Inference Systems, vLLM 0.20, and the Week in Open Models

Scott Hanselman here, and this week's AINews covers the inference systems battle, new open model releases, and the shift from demos to production.

vLLM 0.20 and the Hardware Race

vLLM zero point twenty shipped with some significant updates. TurboQuant two-bit KV cache gives four times the KV capacity. FA four is re-enabled for MLA prefill on SM ninety plus. Fused RMSNorm delivers a reported two point one percent end-to-end latency improvement. But the big story is DeepSeek V four MegaMoE support on Blackwell, Jetson Thor, ROCm, Intel XPU, and easier GB200 setup.

The DeepSeek serving analysis is worth digging into. Jeremy Howard noted DeepSeek V four's support for prefill as a capability many providers have dropped.

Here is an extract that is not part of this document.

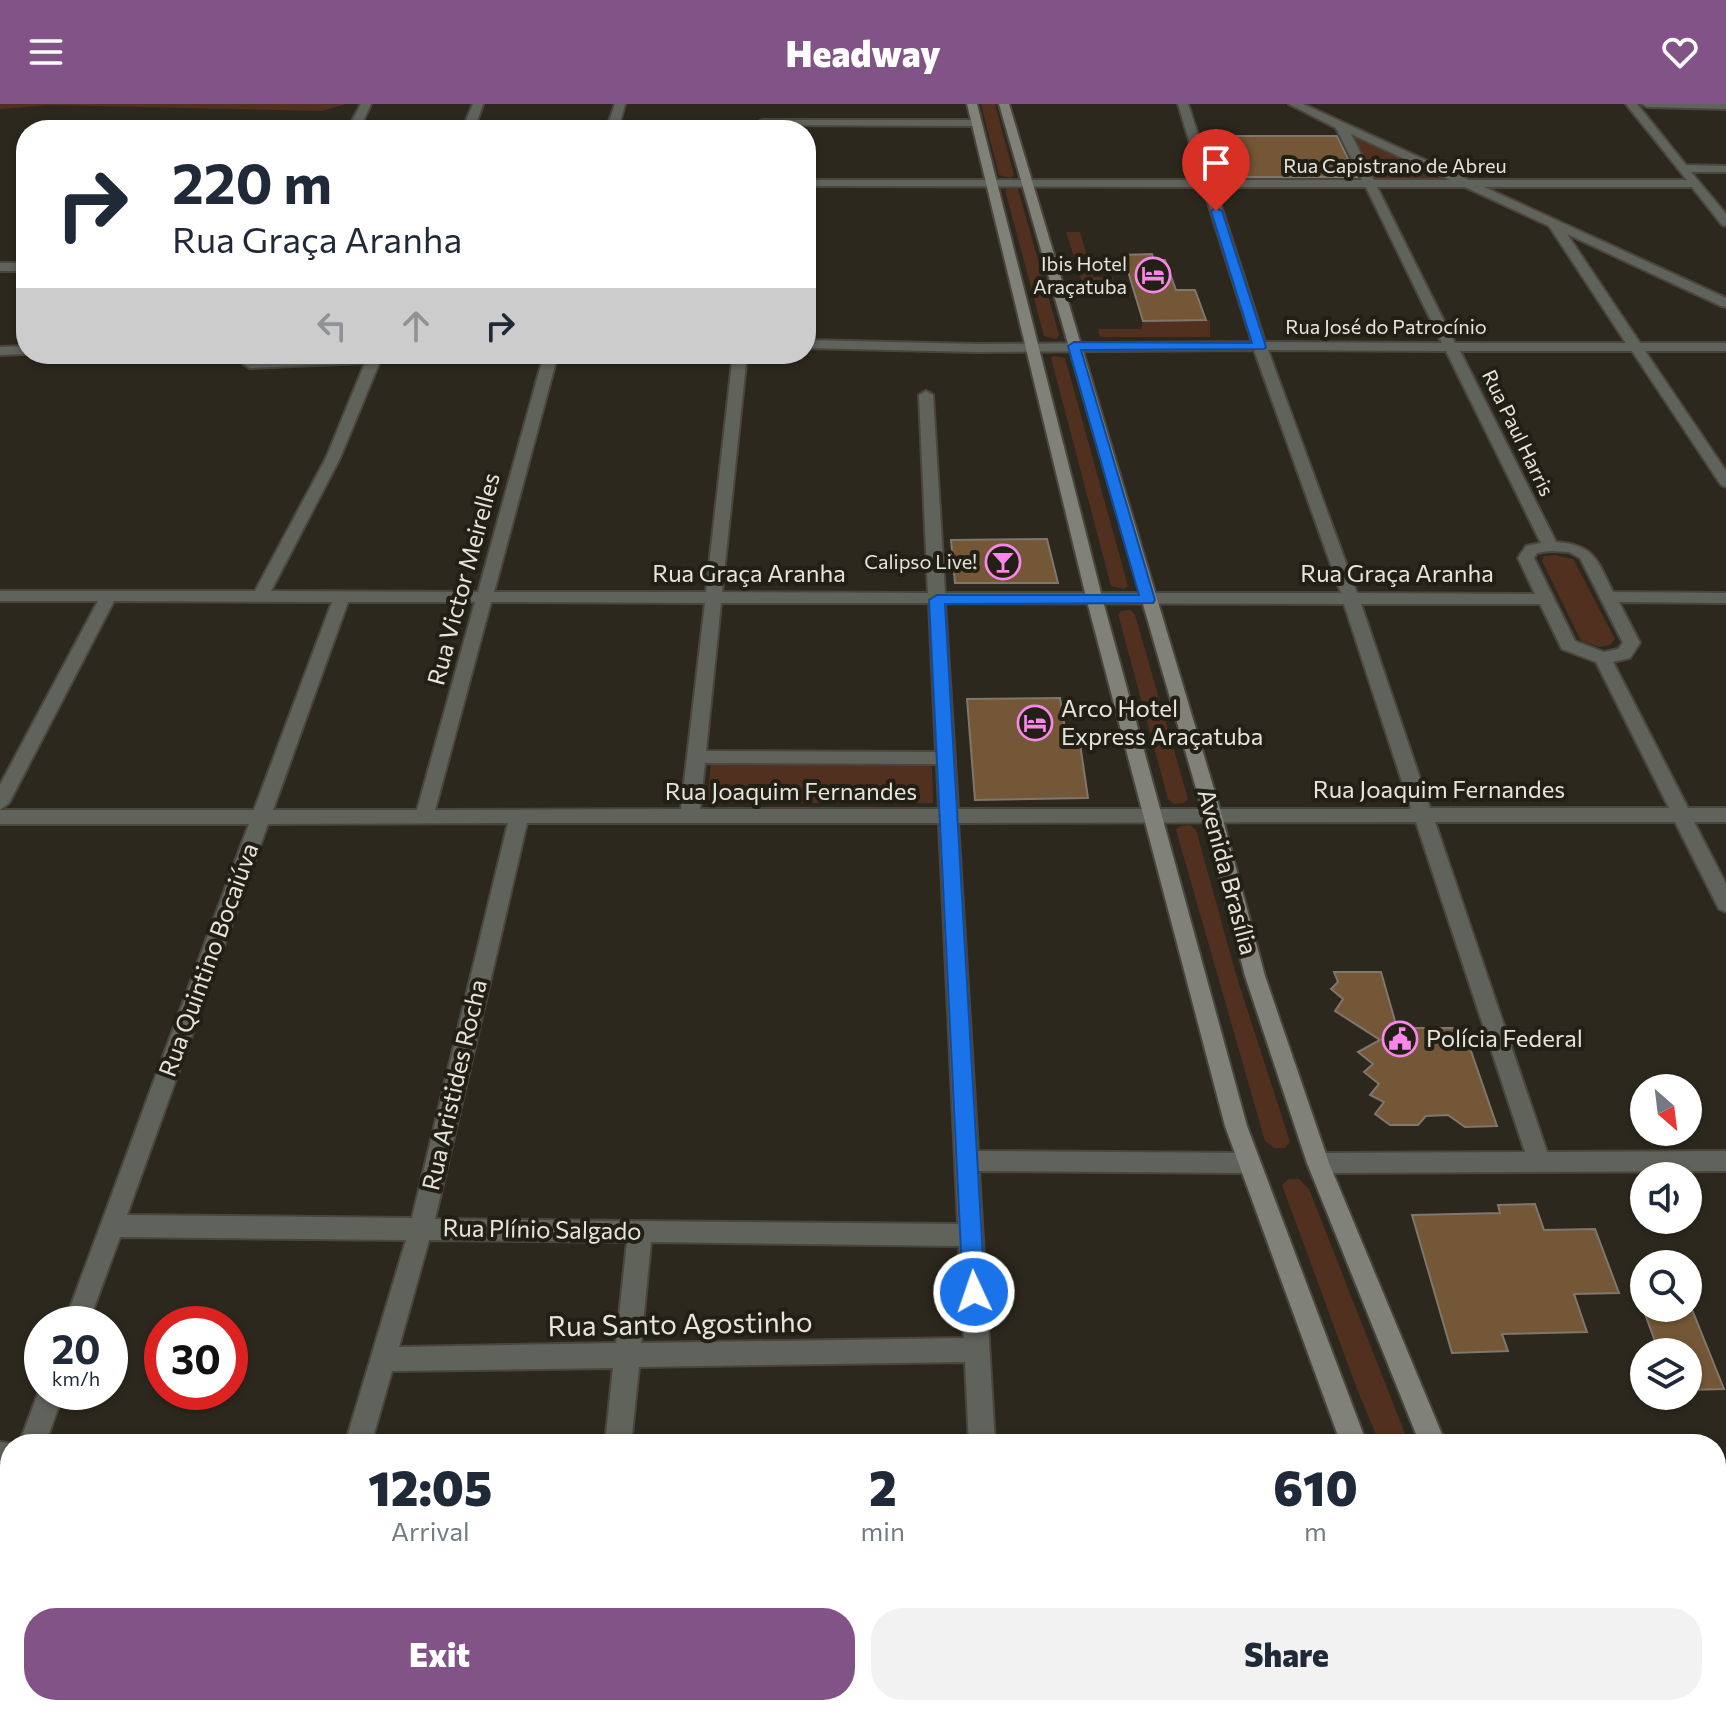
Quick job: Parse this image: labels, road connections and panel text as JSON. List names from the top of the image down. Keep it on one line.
{"streets":{"main road":["Avenida Brasília"],"street":["Rua Capistrano de Abreu","Rua José do Patrocínio","Rua Paul Harris","Rua Graça Aranha","Rua Victor Meirelles","Rua Joaquim Fernandes","Rua Quintino Bocaiúva","Rua Aristides Rocha","Rua Plínio Salgado","Rua Santo Agostinho"]},"crossings":[["Rua Capistrano de Abreu","Rua Paul Harris"],["Rua Capistrano de Abreu","Avenida Brasília"],["Rua José do Patrocínio","Rua Paul Harris"],["Rua José do Patrocínio","Avenida Brasília"],["Rua Graça Aranha","Rua Victor Meirelles"],["Rua Graça Aranha","Avenida Brasília"],["Rua Graça Aranha","Rua Quintino Bocaiúva"],["Rua Victor Meirelles","Rua Joaquim Fernandes"],["Rua Joaquim Fernandes","Avenida Brasília"],["Rua Joaquim Fernandes","Rua Quintino Bocaiúva"],["Rua Joaquim Fernandes","Rua Aristides Rocha"],["Rua Quintino Bocaiúva","Rua Plínio Salgado"],["Rua Aristides Rocha","Rua Plínio Salgado"],["Rua Aristides Rocha","Rua Santo Agostinho"]],"places":{"hotel":["Ibis Hotel Araçatuba","Arco Hotel Express Araçatuba"],"bar":["Calipso Live!"],"public building":["Polícia Federal"]},"north":"bottom right","page":{"header":"Headway","turn":["220 m","Rua Graça Aranha"],"speed":"20 km/h","limit":"30","eta":["12:05","Arrival","2","min","610","m"],"buttons":["Exit","Share"]}}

This matters because prefill is expensive in terms of compute. Maharshi pointed out the overheads of dynamic activation quantization, arguing that static quantization often wins on inference speed despite calibration cost. There's also growing interest in alternate stack portability: DeepSeek is structurally moving away from CUDA lock-in via TileKernels. Model vendors may increasingly optimize for heterogeneous or domestic accelerator fleets.

Open Model Releases

Three significant open model drops this week.

Poolside made its first public model release with Laguna XS point two, a thirty-three billion total, three billion active MoE coding model trained fully in-house, released under Apache two. The key detail: it claims to run on a single GPU. Ollama shipped it immediately.

NVIDIA dropped Nemotron three Nano Omni, a thirty billion total, A three billion multimodal MoE with two hundred fifty-six K context built for agentic workloads across text, image, video, audio, and documents. Distribution was immediate across the stack: OpenRouter, LM Studio, Ollama, Unsloth, Fireworks, DeepInfra, Together, Baseten, and others all announced same-day availability. Key spec: around nine times throughput versus comparable open omni models. This is the biggest infra-native model launch of the week.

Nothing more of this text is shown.